Matteo Alberti

Personal information
- Date of birth: 4 August 1988 (age 37)
- Place of birth: Brescia, Italy
- Height: 1.80 m (5 ft 11 in)
- Position: Midfielder

Team information
- Current team: F.C. Sporting Desenzano

Youth career
- Chievo

Senior career*
- Years: Team / Apps / (Gls)
- 2008–2011: Queens Park Rangers / 12 / (2)
- 2010–2011: → Lumezzane (loan) / 24 / (0)
- 2012: Ravenna
- 2012–2013: Trento
- 2013: Darfo Boario
- 2013–2014: Alzano Seriate
- 2014–: US Governolese

= Matteo Alberti =

Italian footballer (born 1988)

Matteo Alberti (born 4 August 1988 in Brescia, Italy) is an Italian footballer, who plays for US Governolese.

==Career==
He joined Queens Park Rangers from Chievo Verona youth side and made his debut in the opening game of the 2008–09 season in coming on as a substitute for Emmanuel Ledesma in the opening game of the season at home to Barnsley.
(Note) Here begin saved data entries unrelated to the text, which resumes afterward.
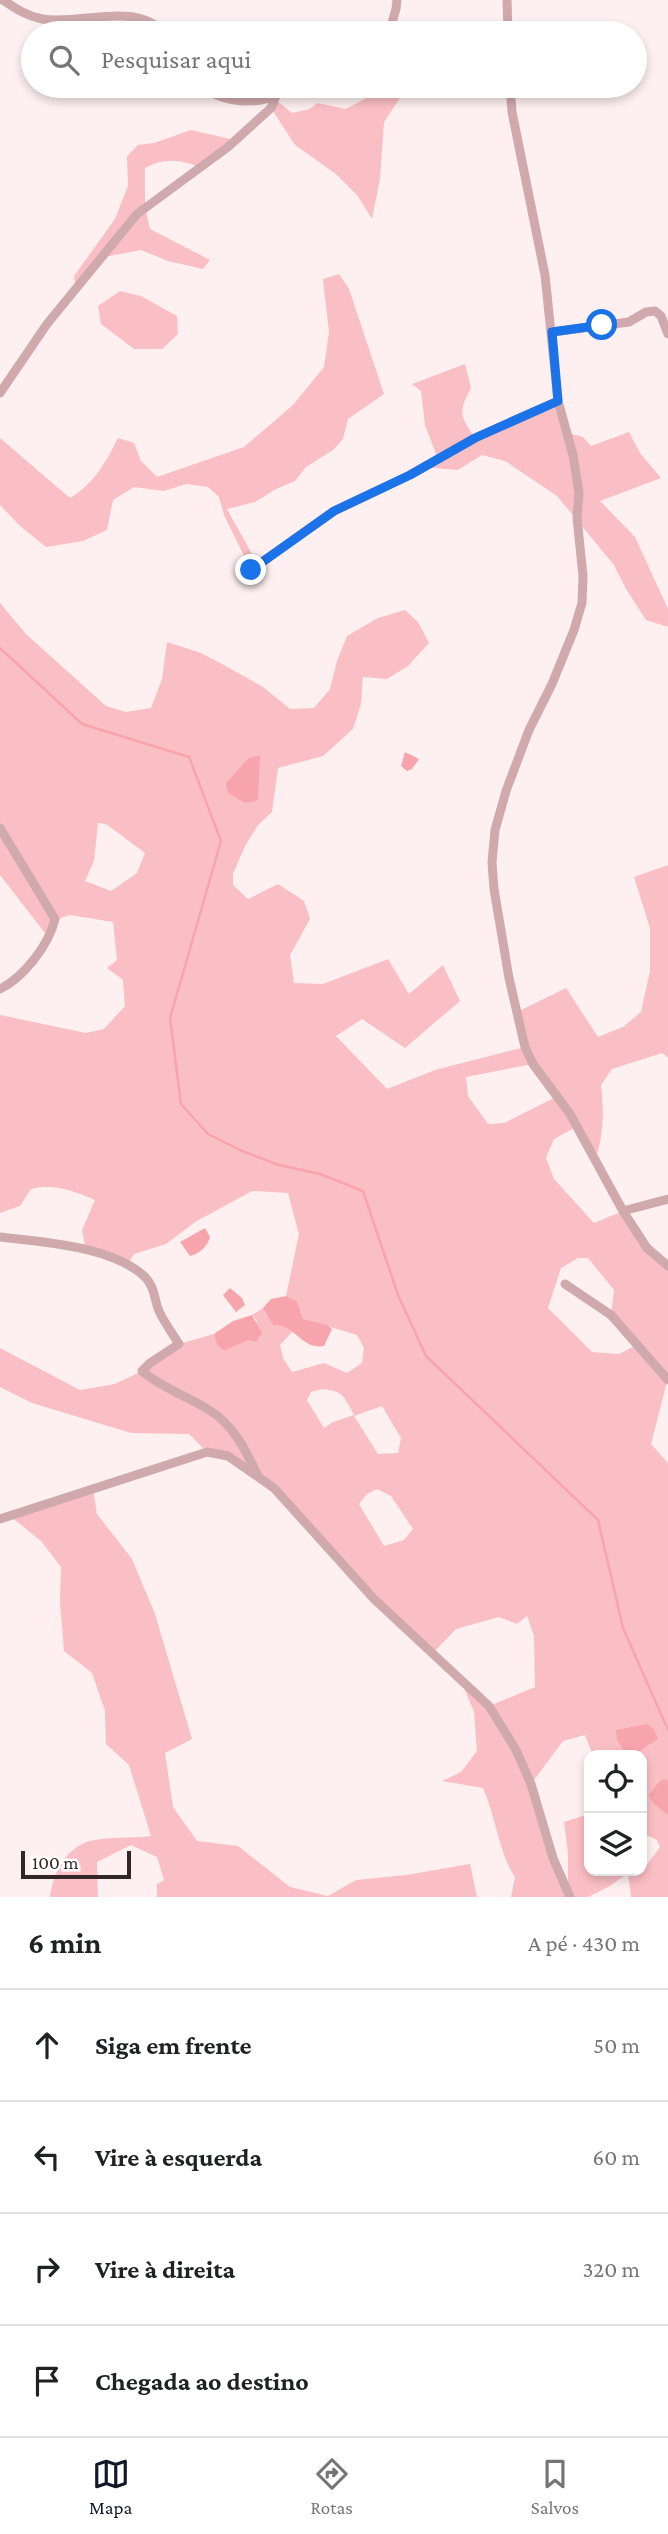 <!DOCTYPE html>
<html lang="pt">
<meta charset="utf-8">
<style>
body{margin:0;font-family:"Crimson Pro",serif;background:#f2f2f2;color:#202124}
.controls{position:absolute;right:21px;bottom:21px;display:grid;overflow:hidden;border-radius:14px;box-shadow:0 4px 10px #0003}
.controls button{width:63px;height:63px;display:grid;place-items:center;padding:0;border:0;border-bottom:2px solid #e0e0e0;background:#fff;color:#202124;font:35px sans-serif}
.scale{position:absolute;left:21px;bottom:18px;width:110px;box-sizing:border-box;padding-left:7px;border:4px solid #322627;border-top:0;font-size:19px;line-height:24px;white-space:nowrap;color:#322627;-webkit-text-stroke:5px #fff;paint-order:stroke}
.stop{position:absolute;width:21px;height:21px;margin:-16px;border:5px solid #1a73e8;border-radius:50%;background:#fff}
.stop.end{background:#1a73e8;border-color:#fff;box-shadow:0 2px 7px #0008}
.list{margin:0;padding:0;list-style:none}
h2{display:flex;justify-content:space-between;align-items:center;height:91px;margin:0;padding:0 28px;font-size:30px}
h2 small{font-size:23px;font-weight:400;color:#757577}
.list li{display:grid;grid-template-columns:46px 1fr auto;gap:21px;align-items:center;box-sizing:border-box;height:112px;padding:0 28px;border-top:2px solid #e0e0e0}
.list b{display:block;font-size:26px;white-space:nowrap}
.list em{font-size:23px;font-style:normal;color:#757577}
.icon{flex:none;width:38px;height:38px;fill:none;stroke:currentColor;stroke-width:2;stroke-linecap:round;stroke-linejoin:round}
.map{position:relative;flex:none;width:668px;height:1897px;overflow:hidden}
.search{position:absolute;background:#fff;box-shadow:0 4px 10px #0003;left:21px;right:21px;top:21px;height:77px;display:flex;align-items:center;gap:18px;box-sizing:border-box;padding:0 24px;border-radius:38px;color:#757577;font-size:26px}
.sheet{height:539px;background:#fff}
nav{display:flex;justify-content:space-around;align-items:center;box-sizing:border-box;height:98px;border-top:2px solid #e0e0e0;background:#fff;font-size:19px;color:#757577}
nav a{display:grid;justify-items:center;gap:4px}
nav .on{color:#111827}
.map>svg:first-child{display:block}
.green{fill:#fabfc4;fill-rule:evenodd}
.water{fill:#f7a4ac}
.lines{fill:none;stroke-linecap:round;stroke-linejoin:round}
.stream{stroke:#f7a4ac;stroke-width:2.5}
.minor{stroke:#cfa9ac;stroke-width:9}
.route{stroke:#1a73e8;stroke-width:9}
</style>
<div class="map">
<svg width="668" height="1897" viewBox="0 0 668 1897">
<rect width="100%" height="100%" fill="#fef0f1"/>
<!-- green -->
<path class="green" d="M404,92L384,122L380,179L372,219L357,195L336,174L295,145L271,108L275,99L292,113L310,109L317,103L346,109L370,96Z
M191,130L235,140L200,168C182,159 163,158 145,168V207L150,229L210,260L203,269L168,261L141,250L104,257L76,289L74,276L115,219L128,186L127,156L138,145L154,143Z
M339,274L349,289L384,394L348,419L343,439L333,450L306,467L295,481L276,489L255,502L227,509C237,528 249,546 257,566L251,570L224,515L219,497L208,487L186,484L164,491L134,487L113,500L107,530L83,541L46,547L19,525L0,505V438L70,498C94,484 106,462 118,438L134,443L141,461L157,477L244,447L293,405L324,367L329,332L323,279Z
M120,291L141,296L177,316L178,334L162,349H134L101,324L98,306Z
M465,364L471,388C458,413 460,415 475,438L558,401L567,433L583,437L591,446L629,432L640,453L661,478L600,501L635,537L668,609V627L646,620L626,589L614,565L557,496L505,461L482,455L458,470L424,467L438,459L425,425L421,391L412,384Z
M0,603L26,634L106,706L126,712L151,708L162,679L167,642L201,653L222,664L263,687L290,709L314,708L330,689L337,661L347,636L378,618L405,610L418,622L429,643L408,666L387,679L363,677L361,704L353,729L323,756L278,768L272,812L258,825L245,846L233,874V885L248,899L278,884L304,901L310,919L290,955L294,983L323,984L388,959L409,994L443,965L460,1001L405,1048L362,1019L336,1036L387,1089L435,1070L525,1047L517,1012L566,988L598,1037L623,1027L641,1012L650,971V928L634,877L668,865V1058L662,1053L612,1069L601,1085C604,1111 604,1135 595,1160L576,1127L554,1139L546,1158L554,1179L594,1223L623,1211L647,1248L668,1266V1378L651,1444L668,1463V1897H631L628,1873L610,1886L588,1897H511L515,1877C500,1856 495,1814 483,1788L442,1781L461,1772L477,1751L474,1712L459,1676L489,1706L535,1687L534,1636L527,1616L517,1624L499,1617L456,1629L433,1653L374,1599L274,1488L229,1456L207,1452L189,1434L131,1433L32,1403L0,1387V1348L80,1390L115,1384L142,1371L179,1344L214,1334L217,1345L224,1351L249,1339L257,1321L252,1315L263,1308L273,1324H283L293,1331L280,1345L283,1358L292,1372L324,1363L347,1373L362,1363L364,1348L357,1335L303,1319L297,1301L286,1296L299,1234L288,1193L252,1191L195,1222L166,1244L134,1254L127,1265L86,1250L82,1230L95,1200C76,1191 51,1183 31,1189L20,1206L0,1213V1015L86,1033L104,1029L125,1006L123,980L107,968L117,960L113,922L70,915L55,920L48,937L0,875ZM98,823L106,824L145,853L137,873L111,891L85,881L94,861ZM533,1064L556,1097L504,1123L488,1124L468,1096L466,1077ZM578,1258H588L614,1290L611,1315L637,1345L619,1354L592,1352L548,1308L561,1268ZM322,1389C344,1391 344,1397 354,1415L333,1422L324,1428L307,1400L311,1392ZM382,1406L401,1438L398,1453L378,1454L354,1416ZM377,1489L391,1496L413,1529L404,1540L384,1546L359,1504L367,1494ZM585,1735L593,1755H642V1833L657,1840L660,1847L642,1871L629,1873L626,1871H589V1814L564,1822L568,1853V1889L531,1784L563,1741Z
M93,1489L97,1514L132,1559L155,1614L192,1739L165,1753L173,1807L197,1841L238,1846L290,1887L328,1896L356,1880L406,1875L470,1864L477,1897H157V1884L164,1880L157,1857L131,1845L97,1862L98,1897H50C53,1874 65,1848 90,1841C109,1836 132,1839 151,1836L129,1765L106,1744L105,1711L92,1673L64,1651L60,1602L61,1567L41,1541L10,1516Z"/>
<!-- water -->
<path class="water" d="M405,752L419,759L412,769L407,771L401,766Z
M260,755L258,800L245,803L228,793L226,783L249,758Z
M205,1228L210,1237C208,1246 199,1254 190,1256L180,1242Z
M230,1288L242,1298L245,1305L236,1312L223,1295Z
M286,1296L297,1301L303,1319L327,1325L332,1329L324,1346C301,1350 296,1324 273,1325L263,1308L271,1299Z
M252,1315L262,1333L256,1342L248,1340L224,1351L217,1345L214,1334L233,1321Z
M647,1724L654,1729L658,1739L639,1751L627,1755L617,1740L616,1730Z
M664,1779L668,1781V1815L654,1804L649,1795L659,1782Z"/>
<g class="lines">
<!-- stream -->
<path class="stream" d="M0,648L82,724L189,757L221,841L170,1018L181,1104L208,1134L242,1151L279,1165L320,1174L363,1191L398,1295L426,1356L598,1520L623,1628L668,1730"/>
<!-- minor -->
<path class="minor" d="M3,0C16,9 27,16 42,19C81,26 133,0 165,33
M507,0L508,33
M389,33L396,9L397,0
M202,86C219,100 244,104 265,99C274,97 282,89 290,86
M510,86L512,112L545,275L558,401L573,455L579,493L577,518L583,576L582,603L574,630L552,684L529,730L506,791L495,830L492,862L494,889L509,978L525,1047L533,1064L570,1114L623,1211L647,1248L668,1266
M552,332L629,322L646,312L655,311L661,316L668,334
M0,393L47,324L137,214L228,147L271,108L278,91
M251,570L334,511L410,475L475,438L558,401
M0,828L55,919C49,945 23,978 0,989
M623,1211L668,1199
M0,1237C42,1242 113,1246 145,1277C155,1287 154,1299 159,1311C164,1322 172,1333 179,1344L150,1363L142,1371C162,1388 187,1396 209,1410C234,1425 246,1451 258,1476
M565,1284L611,1315L668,1380
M0,1519L207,1452L228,1456L274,1488L374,1599L489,1706L516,1750L531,1784L553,1858L570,1897"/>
</g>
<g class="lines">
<!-- route -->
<path class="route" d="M251,570L334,511L410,475L475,438L558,401L552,332L602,325"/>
</g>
</svg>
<div class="controls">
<button><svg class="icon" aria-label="locate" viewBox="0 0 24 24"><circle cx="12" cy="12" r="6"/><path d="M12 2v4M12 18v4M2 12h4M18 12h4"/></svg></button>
<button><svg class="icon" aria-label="layers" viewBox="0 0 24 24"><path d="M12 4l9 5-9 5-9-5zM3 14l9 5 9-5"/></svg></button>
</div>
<div class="scale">100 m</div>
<div class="stop" style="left:602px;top:325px"></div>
<div class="stop end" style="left:251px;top:570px"></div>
<div class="search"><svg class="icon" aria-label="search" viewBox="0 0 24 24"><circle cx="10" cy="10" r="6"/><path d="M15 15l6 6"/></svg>Pesquisar aqui</div>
</div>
<section class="sheet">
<h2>6 min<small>A pé · 430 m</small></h2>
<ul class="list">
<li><svg class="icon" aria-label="ahead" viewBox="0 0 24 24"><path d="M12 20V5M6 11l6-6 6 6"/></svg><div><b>Siga em frente</b></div><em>50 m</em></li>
<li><svg class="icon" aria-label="left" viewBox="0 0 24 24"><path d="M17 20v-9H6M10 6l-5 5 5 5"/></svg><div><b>Vire à esquerda</b></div><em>60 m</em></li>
<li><svg class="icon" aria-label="right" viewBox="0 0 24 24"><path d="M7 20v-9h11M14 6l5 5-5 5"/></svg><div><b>Vire à direita</b></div><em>320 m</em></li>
<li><svg class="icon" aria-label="arrive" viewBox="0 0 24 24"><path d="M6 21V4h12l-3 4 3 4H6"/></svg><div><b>Chegada ao destino</b></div></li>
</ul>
</section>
<nav>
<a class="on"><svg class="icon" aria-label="map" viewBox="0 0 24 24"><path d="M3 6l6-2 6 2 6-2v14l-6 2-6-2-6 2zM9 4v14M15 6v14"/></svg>Mapa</a>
<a><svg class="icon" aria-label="directions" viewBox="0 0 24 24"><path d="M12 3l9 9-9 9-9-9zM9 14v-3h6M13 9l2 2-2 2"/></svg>Rotas</a>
<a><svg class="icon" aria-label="saved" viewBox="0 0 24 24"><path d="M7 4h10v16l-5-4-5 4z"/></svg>Salvos</a>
</nav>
When joining QPR, then chairman Gianni Paladini famously told fans that Alberti would score '100 goals a season'.

Alberti scored his first goals for QPR on 7 February 2009; a first half stoppage time strike against Nottingham Forest, closely followed by a second half opener on 48 minutes.

In July 2010 he was loaned to Lumezzane.

On 30 September 2011, Alberti was released by Queens Park Rangers by mutual consent.